▶ [Work request] The response should contain only those lines of the entries below that include the string "family".

Records from a data source
= = = = = = =
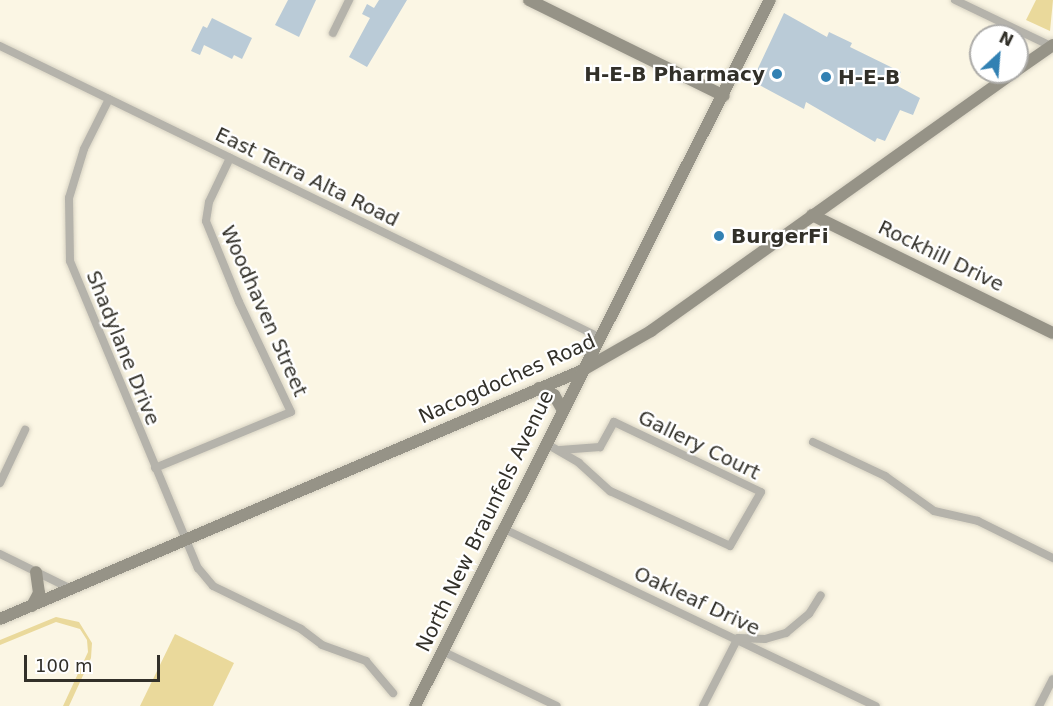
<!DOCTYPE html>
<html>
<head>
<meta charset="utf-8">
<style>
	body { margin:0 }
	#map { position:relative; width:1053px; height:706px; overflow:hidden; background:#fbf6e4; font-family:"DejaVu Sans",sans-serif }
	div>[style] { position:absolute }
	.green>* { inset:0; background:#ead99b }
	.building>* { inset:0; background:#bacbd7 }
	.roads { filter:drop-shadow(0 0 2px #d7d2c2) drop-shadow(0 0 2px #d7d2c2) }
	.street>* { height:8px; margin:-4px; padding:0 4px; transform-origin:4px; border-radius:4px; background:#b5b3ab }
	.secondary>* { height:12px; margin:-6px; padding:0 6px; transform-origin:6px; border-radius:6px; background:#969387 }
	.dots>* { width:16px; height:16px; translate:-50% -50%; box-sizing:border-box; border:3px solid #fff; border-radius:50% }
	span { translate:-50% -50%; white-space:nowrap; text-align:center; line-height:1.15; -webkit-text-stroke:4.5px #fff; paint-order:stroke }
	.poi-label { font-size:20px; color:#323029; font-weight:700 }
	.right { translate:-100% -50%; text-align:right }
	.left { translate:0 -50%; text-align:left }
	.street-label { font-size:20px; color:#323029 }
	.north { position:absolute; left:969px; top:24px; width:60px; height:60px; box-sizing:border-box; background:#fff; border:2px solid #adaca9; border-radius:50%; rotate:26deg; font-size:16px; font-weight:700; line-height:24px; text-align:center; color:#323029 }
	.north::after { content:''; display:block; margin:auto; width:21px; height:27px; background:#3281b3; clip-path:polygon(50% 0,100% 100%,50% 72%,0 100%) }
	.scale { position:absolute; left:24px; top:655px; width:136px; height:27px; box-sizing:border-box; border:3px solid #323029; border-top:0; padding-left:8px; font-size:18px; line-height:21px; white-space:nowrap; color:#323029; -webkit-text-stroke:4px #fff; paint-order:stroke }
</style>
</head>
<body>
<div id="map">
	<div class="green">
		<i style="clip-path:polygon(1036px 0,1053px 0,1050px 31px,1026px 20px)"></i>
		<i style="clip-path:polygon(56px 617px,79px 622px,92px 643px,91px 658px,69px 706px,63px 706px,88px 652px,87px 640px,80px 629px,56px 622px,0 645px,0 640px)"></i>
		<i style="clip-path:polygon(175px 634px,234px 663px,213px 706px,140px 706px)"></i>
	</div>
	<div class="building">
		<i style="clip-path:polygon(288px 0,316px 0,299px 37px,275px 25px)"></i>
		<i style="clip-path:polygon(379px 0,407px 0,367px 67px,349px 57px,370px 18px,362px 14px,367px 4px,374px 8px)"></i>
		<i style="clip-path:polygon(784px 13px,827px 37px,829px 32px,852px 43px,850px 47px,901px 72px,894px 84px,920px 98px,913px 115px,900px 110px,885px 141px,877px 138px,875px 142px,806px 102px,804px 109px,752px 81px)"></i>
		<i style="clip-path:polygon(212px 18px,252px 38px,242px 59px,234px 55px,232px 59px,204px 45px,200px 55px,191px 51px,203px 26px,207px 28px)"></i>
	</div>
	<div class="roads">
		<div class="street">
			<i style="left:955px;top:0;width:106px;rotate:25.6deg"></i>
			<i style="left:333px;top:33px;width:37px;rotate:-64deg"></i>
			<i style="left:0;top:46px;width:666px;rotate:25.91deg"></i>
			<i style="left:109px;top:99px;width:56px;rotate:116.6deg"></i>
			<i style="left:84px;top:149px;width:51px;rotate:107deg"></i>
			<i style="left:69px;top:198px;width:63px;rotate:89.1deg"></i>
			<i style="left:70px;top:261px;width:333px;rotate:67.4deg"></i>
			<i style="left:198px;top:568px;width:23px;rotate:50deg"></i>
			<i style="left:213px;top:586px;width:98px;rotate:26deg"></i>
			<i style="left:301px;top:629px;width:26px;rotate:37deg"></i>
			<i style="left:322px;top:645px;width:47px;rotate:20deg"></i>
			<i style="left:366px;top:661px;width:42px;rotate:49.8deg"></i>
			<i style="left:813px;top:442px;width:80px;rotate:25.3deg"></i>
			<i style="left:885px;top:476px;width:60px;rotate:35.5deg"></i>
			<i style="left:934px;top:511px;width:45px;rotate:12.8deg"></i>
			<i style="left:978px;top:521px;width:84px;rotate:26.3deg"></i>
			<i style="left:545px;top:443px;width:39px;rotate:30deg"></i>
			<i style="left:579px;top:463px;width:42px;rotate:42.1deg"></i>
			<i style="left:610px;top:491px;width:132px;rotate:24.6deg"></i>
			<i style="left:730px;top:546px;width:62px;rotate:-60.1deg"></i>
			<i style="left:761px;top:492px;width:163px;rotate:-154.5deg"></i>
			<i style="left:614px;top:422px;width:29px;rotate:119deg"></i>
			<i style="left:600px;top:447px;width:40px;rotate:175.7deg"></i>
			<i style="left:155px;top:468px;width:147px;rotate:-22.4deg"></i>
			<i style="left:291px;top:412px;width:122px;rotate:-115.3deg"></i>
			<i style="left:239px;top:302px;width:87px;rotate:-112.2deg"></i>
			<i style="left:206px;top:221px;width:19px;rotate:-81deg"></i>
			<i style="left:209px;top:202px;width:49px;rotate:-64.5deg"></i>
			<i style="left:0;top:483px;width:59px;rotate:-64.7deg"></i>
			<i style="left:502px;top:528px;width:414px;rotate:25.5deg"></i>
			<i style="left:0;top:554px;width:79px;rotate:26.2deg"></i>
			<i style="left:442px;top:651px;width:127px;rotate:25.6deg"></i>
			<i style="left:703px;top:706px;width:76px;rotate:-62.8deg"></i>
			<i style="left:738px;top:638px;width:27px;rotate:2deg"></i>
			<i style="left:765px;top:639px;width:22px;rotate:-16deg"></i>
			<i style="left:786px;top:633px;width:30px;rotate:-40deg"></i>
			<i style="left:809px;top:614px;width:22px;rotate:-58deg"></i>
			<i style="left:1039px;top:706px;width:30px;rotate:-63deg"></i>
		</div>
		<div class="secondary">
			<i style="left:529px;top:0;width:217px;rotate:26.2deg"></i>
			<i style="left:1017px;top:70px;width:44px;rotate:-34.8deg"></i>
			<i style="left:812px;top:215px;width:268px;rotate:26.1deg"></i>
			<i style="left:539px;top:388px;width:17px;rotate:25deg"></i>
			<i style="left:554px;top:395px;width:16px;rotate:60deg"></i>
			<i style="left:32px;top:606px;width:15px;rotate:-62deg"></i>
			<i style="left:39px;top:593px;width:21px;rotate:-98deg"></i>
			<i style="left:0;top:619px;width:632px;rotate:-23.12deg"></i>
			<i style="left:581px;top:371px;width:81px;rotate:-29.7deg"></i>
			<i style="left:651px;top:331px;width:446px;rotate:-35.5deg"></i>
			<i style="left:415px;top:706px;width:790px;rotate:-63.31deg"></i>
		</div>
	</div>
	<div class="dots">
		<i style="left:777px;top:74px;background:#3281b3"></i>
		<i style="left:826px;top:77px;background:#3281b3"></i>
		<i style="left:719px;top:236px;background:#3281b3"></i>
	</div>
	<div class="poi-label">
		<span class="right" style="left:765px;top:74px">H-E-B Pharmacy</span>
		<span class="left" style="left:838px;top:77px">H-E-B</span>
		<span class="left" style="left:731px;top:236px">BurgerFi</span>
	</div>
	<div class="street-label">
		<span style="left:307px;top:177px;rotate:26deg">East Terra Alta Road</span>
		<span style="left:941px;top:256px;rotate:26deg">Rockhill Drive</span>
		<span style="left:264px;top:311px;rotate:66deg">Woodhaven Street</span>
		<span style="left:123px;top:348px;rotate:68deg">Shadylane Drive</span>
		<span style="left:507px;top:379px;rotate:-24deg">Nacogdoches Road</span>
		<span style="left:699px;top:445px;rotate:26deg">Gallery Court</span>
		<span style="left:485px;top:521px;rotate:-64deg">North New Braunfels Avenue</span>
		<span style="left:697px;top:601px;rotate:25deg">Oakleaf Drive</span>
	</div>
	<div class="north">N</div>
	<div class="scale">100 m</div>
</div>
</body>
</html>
= = = = = = =
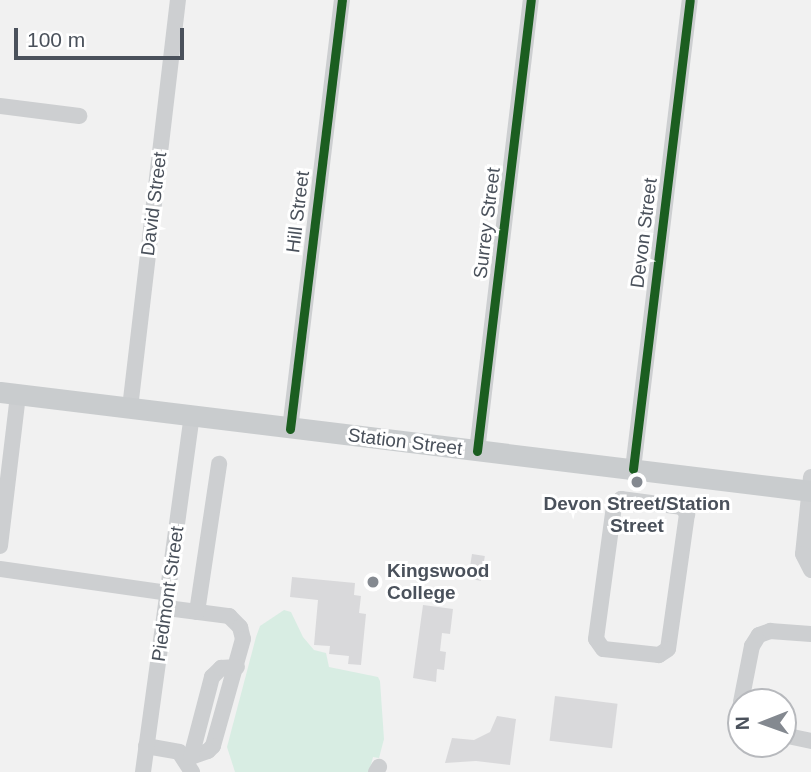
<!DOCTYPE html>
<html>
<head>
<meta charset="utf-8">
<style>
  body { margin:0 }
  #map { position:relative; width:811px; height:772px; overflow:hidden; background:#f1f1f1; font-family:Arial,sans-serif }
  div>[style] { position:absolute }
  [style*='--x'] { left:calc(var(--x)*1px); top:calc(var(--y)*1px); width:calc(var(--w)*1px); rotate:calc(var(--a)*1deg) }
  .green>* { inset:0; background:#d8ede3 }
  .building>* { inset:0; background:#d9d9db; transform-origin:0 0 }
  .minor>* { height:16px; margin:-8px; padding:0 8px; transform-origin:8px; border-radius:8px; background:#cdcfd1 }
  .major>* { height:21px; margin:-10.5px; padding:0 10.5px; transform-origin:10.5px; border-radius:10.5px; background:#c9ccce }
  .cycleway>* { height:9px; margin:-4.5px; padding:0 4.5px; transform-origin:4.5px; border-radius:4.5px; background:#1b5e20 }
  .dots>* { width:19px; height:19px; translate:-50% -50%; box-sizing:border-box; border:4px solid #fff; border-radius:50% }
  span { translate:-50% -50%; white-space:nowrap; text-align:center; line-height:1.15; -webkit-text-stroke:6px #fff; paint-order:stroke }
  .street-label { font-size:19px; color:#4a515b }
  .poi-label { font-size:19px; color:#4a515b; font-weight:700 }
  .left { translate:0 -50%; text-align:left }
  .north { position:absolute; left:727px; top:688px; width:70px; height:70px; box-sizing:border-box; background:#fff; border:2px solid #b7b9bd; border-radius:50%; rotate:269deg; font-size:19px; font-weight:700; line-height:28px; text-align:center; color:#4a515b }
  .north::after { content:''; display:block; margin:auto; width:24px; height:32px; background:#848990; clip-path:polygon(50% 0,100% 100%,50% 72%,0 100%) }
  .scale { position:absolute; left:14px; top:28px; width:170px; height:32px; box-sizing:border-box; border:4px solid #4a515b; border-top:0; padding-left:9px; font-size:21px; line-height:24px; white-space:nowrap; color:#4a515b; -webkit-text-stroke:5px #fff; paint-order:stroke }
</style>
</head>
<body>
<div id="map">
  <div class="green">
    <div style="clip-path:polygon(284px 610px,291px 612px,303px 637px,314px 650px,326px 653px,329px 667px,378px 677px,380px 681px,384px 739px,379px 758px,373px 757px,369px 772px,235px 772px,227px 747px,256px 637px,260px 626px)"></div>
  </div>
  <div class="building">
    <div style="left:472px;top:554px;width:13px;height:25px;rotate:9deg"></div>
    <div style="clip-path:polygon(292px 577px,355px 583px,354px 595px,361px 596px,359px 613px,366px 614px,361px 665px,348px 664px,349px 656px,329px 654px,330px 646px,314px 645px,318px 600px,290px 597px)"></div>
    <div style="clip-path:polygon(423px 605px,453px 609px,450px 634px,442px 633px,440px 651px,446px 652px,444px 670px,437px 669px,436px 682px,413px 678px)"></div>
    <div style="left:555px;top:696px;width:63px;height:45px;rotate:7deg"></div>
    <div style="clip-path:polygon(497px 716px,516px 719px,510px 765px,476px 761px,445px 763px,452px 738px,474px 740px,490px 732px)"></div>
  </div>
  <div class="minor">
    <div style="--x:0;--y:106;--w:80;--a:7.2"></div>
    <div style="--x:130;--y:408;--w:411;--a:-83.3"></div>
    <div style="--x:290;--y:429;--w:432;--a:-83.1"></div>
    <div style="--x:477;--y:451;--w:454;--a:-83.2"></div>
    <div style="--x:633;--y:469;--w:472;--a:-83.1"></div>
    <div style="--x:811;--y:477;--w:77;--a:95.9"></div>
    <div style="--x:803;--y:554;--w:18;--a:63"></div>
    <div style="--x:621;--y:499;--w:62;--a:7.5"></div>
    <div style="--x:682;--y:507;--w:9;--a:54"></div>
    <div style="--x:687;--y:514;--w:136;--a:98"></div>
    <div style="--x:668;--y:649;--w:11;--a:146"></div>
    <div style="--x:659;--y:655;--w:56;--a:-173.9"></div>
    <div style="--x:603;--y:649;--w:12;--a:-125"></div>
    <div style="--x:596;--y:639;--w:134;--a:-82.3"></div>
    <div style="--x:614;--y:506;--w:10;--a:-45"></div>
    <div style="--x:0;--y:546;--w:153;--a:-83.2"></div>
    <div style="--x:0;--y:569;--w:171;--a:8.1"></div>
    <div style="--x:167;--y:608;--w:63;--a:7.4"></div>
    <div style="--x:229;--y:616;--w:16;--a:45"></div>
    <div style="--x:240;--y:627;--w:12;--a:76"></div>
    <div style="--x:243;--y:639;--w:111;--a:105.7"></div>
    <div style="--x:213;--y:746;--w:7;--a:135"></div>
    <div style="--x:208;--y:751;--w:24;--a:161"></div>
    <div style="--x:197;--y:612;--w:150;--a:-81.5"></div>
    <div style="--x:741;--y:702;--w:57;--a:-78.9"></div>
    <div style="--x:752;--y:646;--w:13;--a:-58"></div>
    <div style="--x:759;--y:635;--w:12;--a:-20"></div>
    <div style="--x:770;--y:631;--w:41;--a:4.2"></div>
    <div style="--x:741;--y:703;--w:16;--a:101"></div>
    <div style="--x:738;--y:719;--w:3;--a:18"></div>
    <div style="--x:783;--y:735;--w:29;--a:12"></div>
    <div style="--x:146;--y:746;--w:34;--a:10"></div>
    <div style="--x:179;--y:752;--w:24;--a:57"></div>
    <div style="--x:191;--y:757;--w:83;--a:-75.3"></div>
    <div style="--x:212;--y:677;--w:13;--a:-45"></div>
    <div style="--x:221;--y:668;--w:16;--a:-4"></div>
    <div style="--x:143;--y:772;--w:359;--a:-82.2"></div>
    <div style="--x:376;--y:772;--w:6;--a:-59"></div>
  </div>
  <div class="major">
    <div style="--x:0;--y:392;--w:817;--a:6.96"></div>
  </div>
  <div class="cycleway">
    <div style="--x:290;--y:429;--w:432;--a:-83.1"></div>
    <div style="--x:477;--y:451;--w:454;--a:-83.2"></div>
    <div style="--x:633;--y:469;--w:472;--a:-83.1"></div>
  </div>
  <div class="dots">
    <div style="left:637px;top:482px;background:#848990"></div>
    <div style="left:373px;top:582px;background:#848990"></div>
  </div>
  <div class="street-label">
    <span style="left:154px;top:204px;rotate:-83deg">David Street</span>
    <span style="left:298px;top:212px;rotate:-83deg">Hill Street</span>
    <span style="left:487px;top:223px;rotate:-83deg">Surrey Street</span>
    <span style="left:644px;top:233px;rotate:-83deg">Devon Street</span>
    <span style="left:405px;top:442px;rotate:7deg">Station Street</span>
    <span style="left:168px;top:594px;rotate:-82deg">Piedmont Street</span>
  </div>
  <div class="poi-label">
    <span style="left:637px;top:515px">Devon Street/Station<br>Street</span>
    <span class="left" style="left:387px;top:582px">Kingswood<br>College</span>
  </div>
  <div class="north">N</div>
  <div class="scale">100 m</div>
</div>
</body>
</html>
= = = = = = =
▶ [Response to this task]
	#map { position:relative; width:1053px; height:706px; overflow:hidden; background:#fbf6e4; font-family:"DejaVu Sans",sans-serif }
  #map { position:relative; width:811px; height:772px; overflow:hidden; background:#f1f1f1; font-family:Arial,sans-serif }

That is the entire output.